Specifically, JOH’s sister, who served as Minister of Social Development, created 279 shell foundations, according to the Specialized Prosecutor’s Unit Against Corruption Networks (UFERCO). Between 2010 and 2014, she embezzled up to $360.6 million from the Departmental Development Fund, which was controlled by the Congress presided over by her brother.
The “Pandora’s Box” case, shelved in 2020 by the JOH government, documented how 12 million were diverted to shell NGOs that financed campaigns since 2013. The Mission to Support the Fight against Corruption and Impunity in Honduras (MACCIH) was never able to finish the investigation because, in 2020, Hernández did not renew its mandate and dismantled the only international body that investigated systemic corruption.
Narco-states are forged in the North
On March 8, 2024, a federal jury in New York found JOH guilty of conspiracy to import narcotics, use of firearms, and conspiracy to import weapons, sentencing him to 45 years in prison. Judge Kevin Castel was unequivocal: “The Hernández family turned Honduras into a narco-state using the structure of the National Party.”

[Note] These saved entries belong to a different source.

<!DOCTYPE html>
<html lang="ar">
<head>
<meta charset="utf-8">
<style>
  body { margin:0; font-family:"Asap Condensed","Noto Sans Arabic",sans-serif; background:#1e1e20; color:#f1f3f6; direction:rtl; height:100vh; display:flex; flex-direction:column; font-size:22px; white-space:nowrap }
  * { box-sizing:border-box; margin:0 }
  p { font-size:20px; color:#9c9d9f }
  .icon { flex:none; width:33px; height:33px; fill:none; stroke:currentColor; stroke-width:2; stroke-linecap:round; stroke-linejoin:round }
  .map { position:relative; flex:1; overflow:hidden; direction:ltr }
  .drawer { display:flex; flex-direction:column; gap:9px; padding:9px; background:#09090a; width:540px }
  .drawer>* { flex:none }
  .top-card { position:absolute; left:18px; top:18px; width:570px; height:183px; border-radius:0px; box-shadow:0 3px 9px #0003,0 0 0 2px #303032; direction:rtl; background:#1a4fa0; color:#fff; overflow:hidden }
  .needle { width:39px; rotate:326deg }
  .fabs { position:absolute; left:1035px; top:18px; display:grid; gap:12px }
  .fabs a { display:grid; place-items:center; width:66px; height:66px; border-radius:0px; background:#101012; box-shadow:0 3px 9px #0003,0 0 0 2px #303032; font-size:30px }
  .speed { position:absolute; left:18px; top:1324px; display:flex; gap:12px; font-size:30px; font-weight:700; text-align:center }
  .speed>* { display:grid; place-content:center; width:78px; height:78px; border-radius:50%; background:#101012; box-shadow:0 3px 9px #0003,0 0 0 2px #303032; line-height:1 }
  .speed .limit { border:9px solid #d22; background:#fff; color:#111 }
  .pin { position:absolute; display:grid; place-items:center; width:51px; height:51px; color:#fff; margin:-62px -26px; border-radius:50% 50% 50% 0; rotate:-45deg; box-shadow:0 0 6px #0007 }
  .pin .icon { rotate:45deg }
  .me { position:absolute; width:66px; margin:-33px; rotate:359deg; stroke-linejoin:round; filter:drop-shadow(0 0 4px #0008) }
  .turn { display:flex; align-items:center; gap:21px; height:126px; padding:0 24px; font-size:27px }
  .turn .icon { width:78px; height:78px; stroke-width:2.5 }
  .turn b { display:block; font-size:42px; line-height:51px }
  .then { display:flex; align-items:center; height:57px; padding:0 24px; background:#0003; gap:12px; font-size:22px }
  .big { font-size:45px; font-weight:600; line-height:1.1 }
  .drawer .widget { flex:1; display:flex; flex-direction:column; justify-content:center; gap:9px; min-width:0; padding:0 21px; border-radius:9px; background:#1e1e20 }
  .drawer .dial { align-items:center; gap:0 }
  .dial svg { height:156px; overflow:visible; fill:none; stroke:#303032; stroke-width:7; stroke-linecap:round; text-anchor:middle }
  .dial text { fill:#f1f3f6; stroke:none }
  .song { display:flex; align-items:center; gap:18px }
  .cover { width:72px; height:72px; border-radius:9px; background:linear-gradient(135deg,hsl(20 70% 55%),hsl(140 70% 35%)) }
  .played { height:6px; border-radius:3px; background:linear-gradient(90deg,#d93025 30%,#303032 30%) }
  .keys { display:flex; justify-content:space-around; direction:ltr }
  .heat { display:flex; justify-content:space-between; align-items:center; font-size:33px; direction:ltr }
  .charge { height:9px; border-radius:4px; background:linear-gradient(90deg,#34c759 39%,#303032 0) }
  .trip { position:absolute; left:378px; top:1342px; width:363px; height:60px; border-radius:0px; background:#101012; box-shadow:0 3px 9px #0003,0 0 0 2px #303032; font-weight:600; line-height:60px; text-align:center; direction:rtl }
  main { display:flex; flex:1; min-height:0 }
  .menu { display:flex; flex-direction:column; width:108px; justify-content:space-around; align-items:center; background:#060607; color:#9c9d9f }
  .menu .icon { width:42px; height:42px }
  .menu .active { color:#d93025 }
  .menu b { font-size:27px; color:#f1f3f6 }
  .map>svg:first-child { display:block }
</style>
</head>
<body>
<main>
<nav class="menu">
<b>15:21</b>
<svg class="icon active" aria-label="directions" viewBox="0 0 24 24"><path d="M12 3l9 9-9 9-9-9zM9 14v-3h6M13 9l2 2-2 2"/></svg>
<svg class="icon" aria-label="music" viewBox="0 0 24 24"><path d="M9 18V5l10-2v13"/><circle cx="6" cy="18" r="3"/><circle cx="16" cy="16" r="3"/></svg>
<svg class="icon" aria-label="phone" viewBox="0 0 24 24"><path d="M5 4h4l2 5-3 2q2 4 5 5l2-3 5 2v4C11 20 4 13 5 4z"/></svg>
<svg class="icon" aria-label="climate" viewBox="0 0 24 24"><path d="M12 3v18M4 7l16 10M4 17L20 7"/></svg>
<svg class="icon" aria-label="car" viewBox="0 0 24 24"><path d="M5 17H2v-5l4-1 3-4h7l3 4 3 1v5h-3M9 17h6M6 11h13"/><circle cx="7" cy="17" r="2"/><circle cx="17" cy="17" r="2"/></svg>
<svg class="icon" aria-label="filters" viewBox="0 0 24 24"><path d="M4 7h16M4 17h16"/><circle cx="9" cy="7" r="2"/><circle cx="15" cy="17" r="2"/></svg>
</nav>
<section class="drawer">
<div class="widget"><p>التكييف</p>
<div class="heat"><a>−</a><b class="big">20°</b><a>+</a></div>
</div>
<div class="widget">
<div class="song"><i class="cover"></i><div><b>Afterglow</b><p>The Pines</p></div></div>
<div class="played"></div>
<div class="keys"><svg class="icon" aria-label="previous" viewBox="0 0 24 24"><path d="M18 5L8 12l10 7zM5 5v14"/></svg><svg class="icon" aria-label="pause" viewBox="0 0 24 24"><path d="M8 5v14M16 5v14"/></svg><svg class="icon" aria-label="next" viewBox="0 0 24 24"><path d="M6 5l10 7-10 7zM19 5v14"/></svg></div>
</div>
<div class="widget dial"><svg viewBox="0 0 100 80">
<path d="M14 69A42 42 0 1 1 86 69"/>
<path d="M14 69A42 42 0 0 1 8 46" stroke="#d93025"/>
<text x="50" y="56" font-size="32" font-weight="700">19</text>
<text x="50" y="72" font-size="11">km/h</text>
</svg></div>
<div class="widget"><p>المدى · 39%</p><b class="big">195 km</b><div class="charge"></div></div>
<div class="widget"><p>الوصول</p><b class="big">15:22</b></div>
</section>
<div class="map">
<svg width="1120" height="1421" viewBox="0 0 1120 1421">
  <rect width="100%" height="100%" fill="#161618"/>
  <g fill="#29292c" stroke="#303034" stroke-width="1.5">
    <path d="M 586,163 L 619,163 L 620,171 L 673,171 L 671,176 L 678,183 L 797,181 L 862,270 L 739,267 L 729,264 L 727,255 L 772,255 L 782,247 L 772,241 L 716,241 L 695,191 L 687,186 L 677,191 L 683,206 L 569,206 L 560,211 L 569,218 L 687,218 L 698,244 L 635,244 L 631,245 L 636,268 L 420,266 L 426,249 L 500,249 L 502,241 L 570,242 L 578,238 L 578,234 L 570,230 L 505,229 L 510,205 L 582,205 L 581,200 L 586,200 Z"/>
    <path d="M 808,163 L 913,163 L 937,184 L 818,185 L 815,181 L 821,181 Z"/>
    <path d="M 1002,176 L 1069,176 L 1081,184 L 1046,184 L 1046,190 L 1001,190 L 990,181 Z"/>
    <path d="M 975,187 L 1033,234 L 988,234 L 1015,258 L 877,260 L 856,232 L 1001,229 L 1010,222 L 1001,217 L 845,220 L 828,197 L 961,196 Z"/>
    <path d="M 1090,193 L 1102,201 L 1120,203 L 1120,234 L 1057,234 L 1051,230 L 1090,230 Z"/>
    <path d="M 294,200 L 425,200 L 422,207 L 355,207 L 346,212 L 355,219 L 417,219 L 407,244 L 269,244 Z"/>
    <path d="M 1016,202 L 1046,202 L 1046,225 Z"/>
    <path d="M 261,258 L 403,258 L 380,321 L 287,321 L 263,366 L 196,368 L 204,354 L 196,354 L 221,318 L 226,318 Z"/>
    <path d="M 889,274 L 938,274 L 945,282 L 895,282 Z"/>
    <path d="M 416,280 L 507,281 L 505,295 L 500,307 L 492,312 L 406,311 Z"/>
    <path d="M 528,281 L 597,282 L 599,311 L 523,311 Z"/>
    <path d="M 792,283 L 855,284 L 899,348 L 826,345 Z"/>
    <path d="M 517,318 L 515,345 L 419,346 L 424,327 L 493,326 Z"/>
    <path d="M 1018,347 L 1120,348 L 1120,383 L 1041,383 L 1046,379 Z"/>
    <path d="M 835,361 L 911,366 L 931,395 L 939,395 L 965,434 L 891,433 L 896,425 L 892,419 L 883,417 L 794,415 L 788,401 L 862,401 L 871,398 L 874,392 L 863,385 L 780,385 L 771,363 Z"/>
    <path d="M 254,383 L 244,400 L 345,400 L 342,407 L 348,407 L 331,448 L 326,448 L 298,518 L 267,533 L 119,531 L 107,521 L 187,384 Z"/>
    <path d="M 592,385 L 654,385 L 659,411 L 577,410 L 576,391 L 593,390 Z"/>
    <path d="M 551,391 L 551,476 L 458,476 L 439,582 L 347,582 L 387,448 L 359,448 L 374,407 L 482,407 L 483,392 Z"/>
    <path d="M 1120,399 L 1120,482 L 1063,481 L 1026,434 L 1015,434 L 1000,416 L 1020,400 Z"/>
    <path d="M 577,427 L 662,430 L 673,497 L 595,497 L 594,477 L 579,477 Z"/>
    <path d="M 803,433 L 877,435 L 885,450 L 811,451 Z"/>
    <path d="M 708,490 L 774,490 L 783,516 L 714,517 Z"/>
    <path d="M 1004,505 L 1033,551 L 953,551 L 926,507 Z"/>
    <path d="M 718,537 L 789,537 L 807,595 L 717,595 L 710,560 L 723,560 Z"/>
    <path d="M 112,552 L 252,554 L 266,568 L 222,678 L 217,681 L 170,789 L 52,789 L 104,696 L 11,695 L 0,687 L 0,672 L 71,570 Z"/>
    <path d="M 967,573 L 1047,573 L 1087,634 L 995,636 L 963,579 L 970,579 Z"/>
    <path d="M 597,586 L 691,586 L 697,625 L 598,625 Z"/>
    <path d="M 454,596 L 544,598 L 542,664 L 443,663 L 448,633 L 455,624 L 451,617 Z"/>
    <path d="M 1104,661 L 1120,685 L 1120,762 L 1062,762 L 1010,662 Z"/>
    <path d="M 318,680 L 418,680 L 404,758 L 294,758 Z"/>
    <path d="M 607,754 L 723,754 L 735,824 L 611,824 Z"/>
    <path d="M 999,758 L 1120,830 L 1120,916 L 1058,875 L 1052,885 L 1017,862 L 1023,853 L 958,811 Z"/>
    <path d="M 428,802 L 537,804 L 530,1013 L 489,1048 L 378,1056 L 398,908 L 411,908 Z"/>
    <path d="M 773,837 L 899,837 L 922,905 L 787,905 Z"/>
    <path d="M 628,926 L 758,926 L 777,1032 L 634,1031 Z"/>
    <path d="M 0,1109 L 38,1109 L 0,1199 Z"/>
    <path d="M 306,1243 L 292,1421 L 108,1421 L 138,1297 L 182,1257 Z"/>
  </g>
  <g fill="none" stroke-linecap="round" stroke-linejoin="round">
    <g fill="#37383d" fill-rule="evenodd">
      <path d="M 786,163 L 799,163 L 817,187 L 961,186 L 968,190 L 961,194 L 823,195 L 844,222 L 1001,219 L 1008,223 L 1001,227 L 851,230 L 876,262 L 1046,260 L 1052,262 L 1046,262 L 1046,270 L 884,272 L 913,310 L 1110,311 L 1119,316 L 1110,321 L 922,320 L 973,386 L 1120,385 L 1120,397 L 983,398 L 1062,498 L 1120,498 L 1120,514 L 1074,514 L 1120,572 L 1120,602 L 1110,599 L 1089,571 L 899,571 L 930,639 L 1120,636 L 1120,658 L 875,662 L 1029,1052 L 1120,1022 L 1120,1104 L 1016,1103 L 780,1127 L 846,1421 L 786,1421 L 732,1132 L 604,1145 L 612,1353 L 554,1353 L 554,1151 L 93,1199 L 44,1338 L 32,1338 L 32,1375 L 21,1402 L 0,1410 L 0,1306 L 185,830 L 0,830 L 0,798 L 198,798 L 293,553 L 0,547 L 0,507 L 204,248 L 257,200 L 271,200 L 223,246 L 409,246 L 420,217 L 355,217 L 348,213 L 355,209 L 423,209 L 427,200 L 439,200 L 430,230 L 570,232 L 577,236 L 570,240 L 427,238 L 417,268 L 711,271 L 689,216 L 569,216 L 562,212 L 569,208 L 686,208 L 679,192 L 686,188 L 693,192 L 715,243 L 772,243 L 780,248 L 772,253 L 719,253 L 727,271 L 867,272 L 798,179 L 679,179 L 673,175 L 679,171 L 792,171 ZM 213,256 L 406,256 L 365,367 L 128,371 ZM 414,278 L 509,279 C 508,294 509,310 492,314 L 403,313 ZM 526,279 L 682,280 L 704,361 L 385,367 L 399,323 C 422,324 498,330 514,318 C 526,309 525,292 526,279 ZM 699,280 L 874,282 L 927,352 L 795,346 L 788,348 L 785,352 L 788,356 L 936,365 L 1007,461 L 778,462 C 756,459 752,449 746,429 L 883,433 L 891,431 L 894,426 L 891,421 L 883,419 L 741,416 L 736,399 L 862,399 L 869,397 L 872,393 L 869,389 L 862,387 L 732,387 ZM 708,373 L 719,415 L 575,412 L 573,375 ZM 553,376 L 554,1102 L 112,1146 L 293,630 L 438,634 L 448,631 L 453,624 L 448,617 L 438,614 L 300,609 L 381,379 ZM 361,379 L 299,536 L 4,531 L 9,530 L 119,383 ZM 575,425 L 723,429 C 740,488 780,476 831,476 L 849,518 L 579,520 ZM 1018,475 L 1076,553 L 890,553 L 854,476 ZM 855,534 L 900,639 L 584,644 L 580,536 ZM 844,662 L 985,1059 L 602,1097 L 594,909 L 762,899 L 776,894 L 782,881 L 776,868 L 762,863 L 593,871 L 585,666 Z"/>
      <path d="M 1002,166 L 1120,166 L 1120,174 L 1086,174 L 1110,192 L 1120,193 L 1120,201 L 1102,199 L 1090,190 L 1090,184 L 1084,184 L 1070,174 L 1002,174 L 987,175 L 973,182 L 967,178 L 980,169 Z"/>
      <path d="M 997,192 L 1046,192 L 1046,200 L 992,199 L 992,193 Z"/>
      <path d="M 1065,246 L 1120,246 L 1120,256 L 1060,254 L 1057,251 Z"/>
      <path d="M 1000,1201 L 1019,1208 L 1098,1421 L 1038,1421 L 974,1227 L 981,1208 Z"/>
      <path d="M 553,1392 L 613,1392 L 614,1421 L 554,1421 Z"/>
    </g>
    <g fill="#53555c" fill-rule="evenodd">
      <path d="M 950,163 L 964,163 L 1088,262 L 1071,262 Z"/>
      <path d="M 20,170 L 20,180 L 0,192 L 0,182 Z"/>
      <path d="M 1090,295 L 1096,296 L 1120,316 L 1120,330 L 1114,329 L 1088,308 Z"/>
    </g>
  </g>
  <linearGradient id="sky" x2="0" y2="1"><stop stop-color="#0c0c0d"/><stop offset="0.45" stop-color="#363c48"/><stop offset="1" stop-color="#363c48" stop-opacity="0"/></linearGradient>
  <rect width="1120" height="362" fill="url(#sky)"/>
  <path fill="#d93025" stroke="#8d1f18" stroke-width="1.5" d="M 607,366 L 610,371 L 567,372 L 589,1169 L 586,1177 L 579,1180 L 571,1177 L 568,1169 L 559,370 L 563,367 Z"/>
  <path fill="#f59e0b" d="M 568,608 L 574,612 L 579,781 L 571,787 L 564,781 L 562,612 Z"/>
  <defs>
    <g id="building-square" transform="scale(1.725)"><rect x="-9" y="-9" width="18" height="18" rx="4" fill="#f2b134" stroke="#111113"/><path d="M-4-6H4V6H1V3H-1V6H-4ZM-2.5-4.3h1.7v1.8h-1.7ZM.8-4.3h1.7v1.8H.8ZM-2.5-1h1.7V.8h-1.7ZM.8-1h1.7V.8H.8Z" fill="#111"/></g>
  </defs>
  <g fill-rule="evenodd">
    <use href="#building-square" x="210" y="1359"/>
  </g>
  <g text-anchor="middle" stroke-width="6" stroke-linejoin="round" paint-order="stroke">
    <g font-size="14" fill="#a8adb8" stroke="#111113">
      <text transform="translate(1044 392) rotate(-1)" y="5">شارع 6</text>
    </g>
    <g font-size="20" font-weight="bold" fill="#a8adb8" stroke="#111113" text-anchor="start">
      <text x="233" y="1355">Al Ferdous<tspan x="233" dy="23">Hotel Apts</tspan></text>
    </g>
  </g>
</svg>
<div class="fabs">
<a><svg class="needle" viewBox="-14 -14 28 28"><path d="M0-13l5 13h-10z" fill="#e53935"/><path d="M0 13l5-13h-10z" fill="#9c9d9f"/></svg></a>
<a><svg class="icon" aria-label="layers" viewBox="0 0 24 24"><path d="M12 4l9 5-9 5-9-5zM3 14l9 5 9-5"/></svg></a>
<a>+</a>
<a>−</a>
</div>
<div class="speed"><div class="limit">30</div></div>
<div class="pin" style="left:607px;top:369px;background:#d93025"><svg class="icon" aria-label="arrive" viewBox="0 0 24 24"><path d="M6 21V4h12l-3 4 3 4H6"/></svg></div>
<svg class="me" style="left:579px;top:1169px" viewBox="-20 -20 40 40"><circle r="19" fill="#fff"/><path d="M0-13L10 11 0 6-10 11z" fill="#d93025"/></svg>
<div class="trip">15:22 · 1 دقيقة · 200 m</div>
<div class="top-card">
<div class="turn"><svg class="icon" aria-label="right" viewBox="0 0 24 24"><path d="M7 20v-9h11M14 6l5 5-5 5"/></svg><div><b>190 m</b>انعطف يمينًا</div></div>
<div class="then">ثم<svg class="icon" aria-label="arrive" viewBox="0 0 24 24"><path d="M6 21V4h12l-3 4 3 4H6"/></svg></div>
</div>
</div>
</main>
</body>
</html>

Testimonies from drug traffickers like Geovanny Fuentes Ramírez revealed that JOH offered “protection from the Army and the Attorney General’s Office” in exchange for bribes to finance his campaigns. Court documents quote a phrase attributed to JOH: “I want to shove drugs up the gringos’ noses.”
Furthermore, it was proven that he received millions from the Sinaloa cartel, including direct payments from Joaquín “El Chapo” Guzmán. During the trials, U.S. prosecutors described him as a “key co-conspirator” in a network that moved more than 400 tons of cocaine.
Despite this, senior officials such as Admiral Craig Faller, former head of Southern Command, publicly praised his “anti-drug cooperation,” and the Pentagon maintained operational ties with the Honduran armed forces under his command, despite their direct links to cartels.
Therefore, the hypocrisy reaches its climax with Trump’s pardon, who punishes small-time drug traffickers with lethal operations in the Caribbean, but pardons the one who transformed Honduras into a narco-state, according to the Justice Department itself.
The American magnate, now a self-proclaimed “statesman,” contrasts his rhetoric with his actions. He signed the order to deploy warships to the Caribbean to “combat drug trafficking” but has released a proven drug kingpin whose organization infiltrated the Honduran state. Rubio, who promotes sanctions against Venezuelan and Colombian officials for alleged drug trafficking, is the same individual who received contributions from BGR Group and praised JOH as a “guarantor of stability.”
This double standard has precedents. BGR Group signed a $2.15 million contract to defend Saudi Prince Mohammed bin Salman after the murder of Khashoggi, citing “strategic interests.”
The reality is more prosaic: the PNH, through BGR, bought access to the Republicans and the $660,000 annually invested in lobbying, from 2017 to 2021, generated multimillion-dollar returns in military aid and IMF disbursements that, according to the prosecution, JOH diverted to phantom foundations.
The pardon of JOH is a confirmation that Honduras will once again become a narco-state and a functional model for US foreign policy. The Honduran National Party (PNH), with over a century of history, has demonstrated that it can plunder a country, assassinate opponents, traffic tons of cocaine, and still remain an “ally.”
Trump’s “anti-drug” operation in the Caribbean is revealed as what it always was: a geopolitical theater that seeks regime change in Venezuela while the real operators of the narco-state pay their entrance fee to the club of the “unconditional” supporters.
I am having a lib moment. I want to call him Narco Rubio (as if a mean nickname will make him fall).
Anyway, this is so shitty and like the last paragraph implies, it seems like a good example to help show people how bullshit the stuff about Maduro and Venezuela is.
This news is yet another piece of evidence that the US never really cared about combatting drugs. The US likes to blast slogans and lies everywhere while the truth like this stays from the eyes and ears of the people.
While liberals and fascists from the USA and Latin America shout slanders to Maduro and Venezuela, how many of them really know about Honduras’s Juan Orlando Hernández or Ecuador’s Noboa? Very likely they don’t even know or care.
To be quite honest, many of us poorer people in the USA have suspected for decades that this is probably how the USA runs itself, as well.